National Post: Advocates seek OAS reform to cut Ottawa deficit
Global News’ National Post story on old age security put one question at the center of the debate: should higher-income seniors receive less OAS to help tackle Ottawa’s deficit? Reader comments in the piece argued that national post policy should shift benefits toward people who need them most.
One comment said there is “only so much money to go around,” while another said savings would be more acceptable if they went to National Debt reduction or the health system. The comments also raised a practical threshold issue: if someone had a retirement income of “$100,000+,” they would not expect or want “a few hundred in OAS after Threshold Tax.”
OAS Thresholds
The discussion pointed to the current maximum monthly payment for those aged 75 and above, which was given as “$817.36 maximum a month” when annual net world income is below “$154,196.” One comment said the clawback threshold should instead be “$90,997.”
That difference is the policy lever at the center of the argument. Lowering the threshold would pull more higher-income seniors into reduced eligibility, and it would make the savings available for whichever purpose lawmakers chose to prioritize.
Debt or Health System
The comments did not stop at eligibility. They tied any savings to either National Debt reduction or the health system, presenting those as the more acceptable destinations than leaving the money in the current structure.

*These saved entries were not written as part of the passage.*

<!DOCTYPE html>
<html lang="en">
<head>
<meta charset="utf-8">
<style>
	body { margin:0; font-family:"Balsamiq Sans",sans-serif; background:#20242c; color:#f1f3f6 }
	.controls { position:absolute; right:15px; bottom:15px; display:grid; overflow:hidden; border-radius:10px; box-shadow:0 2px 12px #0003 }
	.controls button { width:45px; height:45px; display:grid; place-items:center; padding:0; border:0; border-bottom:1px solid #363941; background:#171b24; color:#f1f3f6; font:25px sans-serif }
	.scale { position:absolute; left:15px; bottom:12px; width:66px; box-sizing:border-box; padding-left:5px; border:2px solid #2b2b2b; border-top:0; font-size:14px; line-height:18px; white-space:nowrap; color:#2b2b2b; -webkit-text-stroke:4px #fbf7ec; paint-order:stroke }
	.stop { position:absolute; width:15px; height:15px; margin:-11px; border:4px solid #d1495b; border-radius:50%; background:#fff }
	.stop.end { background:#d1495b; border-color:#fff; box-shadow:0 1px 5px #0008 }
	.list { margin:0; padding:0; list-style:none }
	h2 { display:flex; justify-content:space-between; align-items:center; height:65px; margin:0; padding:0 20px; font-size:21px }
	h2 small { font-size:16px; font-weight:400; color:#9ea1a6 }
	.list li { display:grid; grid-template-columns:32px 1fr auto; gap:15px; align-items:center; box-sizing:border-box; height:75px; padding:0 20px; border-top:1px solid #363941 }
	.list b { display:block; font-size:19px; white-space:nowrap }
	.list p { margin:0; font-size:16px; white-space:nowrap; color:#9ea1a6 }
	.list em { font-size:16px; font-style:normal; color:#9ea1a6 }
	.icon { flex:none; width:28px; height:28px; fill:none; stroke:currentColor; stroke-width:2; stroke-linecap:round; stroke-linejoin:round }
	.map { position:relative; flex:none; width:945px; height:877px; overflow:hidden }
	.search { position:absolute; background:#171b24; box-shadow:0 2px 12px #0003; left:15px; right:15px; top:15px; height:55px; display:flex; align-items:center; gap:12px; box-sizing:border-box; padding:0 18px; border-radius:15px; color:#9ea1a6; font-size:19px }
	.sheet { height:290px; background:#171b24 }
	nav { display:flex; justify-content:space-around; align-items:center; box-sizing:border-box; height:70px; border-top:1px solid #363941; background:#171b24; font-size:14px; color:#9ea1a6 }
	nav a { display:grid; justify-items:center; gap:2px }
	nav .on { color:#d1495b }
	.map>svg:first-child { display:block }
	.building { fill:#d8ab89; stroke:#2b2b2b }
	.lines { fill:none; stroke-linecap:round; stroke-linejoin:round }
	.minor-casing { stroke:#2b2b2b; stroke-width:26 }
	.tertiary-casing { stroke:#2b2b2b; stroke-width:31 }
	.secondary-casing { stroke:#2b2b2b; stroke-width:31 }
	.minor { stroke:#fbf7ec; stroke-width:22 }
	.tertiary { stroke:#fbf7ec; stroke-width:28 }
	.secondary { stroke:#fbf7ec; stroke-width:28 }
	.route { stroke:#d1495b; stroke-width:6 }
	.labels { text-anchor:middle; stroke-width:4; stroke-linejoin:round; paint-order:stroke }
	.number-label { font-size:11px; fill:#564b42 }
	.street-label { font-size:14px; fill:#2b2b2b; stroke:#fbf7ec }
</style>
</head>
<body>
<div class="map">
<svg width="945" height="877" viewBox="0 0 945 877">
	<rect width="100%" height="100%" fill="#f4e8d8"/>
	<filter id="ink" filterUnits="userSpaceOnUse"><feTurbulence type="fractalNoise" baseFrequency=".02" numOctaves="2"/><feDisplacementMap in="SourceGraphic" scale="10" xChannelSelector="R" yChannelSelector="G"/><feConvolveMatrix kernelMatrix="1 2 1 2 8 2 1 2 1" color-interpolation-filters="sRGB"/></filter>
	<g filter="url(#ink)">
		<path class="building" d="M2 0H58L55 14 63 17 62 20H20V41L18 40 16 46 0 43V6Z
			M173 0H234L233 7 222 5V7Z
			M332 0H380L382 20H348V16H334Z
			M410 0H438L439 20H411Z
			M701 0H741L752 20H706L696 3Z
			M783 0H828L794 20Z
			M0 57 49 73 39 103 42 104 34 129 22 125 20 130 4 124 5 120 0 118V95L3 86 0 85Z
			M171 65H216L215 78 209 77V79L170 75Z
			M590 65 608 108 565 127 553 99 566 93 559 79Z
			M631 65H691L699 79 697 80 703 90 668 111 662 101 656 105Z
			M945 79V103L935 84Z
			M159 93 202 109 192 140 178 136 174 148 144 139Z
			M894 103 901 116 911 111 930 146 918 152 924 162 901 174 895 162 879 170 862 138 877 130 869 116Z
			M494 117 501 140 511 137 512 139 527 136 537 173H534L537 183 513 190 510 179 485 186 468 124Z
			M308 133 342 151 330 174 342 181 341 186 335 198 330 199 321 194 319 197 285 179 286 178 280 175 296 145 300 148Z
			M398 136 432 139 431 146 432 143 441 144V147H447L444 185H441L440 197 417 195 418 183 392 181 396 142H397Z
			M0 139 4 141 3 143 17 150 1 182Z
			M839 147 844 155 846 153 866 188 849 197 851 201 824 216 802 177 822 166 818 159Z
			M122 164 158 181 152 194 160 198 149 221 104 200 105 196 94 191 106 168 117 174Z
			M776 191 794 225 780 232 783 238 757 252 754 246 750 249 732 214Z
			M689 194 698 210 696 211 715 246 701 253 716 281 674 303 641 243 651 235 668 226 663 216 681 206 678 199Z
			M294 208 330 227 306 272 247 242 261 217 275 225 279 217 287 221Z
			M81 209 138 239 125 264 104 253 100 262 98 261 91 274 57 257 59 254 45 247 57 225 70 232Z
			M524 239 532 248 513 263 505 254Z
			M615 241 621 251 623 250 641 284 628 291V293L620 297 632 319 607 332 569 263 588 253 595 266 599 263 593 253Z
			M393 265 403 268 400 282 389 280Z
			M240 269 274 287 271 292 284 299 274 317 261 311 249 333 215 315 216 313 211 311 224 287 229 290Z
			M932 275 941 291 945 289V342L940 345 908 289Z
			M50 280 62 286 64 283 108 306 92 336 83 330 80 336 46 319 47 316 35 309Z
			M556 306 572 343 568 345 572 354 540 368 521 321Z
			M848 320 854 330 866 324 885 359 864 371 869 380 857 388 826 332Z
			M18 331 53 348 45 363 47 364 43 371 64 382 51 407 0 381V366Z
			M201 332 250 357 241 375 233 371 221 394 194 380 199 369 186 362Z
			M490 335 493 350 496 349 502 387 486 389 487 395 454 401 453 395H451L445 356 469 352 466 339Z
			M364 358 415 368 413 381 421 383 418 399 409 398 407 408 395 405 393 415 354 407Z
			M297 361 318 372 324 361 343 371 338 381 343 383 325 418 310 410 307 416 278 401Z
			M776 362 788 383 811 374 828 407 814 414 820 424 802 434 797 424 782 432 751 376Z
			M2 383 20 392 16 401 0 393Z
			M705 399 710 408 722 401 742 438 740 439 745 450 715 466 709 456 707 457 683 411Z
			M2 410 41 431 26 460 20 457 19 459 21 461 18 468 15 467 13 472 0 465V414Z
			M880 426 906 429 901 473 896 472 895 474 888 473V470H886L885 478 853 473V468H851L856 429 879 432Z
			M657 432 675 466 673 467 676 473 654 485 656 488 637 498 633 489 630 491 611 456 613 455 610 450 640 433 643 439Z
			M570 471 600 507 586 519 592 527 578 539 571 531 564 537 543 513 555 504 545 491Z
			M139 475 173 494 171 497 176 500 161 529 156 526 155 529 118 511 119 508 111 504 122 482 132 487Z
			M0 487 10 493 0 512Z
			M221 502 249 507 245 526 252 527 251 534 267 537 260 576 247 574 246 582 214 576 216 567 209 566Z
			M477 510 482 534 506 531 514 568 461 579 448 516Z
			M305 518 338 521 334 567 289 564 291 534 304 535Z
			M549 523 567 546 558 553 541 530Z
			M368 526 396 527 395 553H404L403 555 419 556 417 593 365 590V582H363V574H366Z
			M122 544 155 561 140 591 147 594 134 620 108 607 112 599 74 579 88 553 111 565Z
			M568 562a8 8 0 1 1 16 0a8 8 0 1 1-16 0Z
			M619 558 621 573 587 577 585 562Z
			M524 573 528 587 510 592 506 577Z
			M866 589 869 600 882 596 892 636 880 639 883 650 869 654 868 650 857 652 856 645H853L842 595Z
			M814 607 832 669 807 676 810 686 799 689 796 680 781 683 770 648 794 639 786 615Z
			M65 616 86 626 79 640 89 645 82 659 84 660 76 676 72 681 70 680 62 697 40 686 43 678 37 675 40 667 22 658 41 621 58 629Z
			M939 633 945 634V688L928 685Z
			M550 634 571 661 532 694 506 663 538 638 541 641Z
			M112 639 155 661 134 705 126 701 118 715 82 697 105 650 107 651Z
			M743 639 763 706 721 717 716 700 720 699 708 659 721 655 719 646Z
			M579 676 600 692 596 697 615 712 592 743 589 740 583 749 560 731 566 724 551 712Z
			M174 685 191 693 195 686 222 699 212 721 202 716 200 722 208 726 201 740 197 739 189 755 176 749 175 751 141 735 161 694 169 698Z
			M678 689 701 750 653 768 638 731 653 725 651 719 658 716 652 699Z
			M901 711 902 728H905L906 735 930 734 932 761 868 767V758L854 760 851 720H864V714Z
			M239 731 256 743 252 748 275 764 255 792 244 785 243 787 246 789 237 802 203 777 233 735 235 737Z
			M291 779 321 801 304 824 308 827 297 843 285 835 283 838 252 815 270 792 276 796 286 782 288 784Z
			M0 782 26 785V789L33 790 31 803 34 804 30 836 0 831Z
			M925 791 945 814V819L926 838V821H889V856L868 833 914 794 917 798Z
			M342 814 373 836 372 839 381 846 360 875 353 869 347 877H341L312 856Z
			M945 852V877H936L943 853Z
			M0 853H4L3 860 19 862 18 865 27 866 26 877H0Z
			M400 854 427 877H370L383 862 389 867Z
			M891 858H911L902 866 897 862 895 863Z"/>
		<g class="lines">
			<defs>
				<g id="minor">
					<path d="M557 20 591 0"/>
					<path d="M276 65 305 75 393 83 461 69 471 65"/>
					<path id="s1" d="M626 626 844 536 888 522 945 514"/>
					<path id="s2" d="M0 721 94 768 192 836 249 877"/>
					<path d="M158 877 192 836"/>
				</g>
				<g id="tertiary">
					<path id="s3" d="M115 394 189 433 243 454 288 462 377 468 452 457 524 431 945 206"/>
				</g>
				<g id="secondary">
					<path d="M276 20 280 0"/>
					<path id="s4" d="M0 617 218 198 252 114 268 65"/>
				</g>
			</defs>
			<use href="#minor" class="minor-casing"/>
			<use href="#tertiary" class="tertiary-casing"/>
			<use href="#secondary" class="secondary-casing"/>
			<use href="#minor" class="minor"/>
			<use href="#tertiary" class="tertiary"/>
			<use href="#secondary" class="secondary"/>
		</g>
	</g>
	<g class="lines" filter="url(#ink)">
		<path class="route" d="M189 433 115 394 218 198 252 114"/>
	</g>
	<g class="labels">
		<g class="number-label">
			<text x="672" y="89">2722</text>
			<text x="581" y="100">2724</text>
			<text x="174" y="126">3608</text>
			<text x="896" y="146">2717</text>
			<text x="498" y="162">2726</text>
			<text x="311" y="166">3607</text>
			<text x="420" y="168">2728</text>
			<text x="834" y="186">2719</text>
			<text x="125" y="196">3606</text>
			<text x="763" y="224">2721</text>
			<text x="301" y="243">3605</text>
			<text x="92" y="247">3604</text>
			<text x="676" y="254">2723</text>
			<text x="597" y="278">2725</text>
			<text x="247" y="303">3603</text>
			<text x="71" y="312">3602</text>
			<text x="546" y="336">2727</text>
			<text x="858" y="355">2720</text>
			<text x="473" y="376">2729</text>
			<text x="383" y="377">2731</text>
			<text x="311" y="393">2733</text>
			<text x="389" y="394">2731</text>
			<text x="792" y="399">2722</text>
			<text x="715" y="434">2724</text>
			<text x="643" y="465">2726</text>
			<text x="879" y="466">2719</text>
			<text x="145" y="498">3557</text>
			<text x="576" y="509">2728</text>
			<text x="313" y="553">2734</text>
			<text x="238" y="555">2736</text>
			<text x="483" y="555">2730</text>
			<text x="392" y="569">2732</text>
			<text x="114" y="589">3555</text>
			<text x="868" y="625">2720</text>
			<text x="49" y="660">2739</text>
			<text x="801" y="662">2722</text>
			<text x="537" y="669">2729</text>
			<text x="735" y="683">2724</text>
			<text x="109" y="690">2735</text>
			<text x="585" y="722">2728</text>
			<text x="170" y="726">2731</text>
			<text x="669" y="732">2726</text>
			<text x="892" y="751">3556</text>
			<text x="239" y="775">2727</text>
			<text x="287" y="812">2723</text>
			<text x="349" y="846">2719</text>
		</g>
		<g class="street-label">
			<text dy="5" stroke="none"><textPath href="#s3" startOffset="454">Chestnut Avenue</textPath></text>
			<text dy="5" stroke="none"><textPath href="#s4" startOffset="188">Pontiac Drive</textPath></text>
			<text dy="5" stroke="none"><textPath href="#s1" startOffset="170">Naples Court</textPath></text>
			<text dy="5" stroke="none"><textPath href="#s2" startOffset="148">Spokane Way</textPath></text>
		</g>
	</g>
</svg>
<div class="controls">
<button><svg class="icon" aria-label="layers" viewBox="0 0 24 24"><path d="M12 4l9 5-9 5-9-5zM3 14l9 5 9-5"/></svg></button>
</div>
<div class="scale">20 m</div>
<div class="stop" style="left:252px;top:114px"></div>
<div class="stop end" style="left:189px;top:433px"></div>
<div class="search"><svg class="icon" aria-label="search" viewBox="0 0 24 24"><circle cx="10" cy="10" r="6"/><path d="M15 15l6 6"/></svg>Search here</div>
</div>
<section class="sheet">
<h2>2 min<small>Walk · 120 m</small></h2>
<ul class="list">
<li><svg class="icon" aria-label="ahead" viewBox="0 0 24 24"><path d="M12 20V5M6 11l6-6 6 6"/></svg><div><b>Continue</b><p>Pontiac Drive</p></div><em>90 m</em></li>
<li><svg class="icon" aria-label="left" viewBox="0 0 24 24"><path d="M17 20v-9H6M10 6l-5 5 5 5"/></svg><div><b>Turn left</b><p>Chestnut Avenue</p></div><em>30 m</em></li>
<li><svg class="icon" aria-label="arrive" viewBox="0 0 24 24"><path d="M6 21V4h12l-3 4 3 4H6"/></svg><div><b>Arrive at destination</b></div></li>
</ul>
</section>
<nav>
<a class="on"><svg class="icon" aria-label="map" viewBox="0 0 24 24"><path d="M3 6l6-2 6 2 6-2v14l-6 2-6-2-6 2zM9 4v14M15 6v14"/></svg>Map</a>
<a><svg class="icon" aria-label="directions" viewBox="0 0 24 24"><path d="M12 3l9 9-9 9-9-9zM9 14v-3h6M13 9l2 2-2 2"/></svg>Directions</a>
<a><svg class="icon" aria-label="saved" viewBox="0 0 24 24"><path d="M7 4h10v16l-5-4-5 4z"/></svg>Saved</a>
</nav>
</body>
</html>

That creates the immediate split in the debate: the question is not only whether OAS should be trimmed at the top end, but where the savings should go if it is. The story’s reader response framed the issue around a narrower benefit test for higher earners, with “only so much money to go around” as the basic justification.
Ottawa's Deficit Debate
Global News published the National story, “Reform old age security to help tackle Ottawa’s deficit, advocates say,” at a moment when the comments themselves became the clearest record of the policy trade-off. The practical takeaway for readers is simple: the proposal discussed would reduce benefits for some higher-income seniors, not for all seniors.
If lawmakers pursue the cut, the beneficiaries most likely to notice would be those above the suggested threshold, while the broader fiscal question would be whether the savings go toward debt reduction or the health system. That is the decision the comments left on the table, and it is the one the debate now has to answer.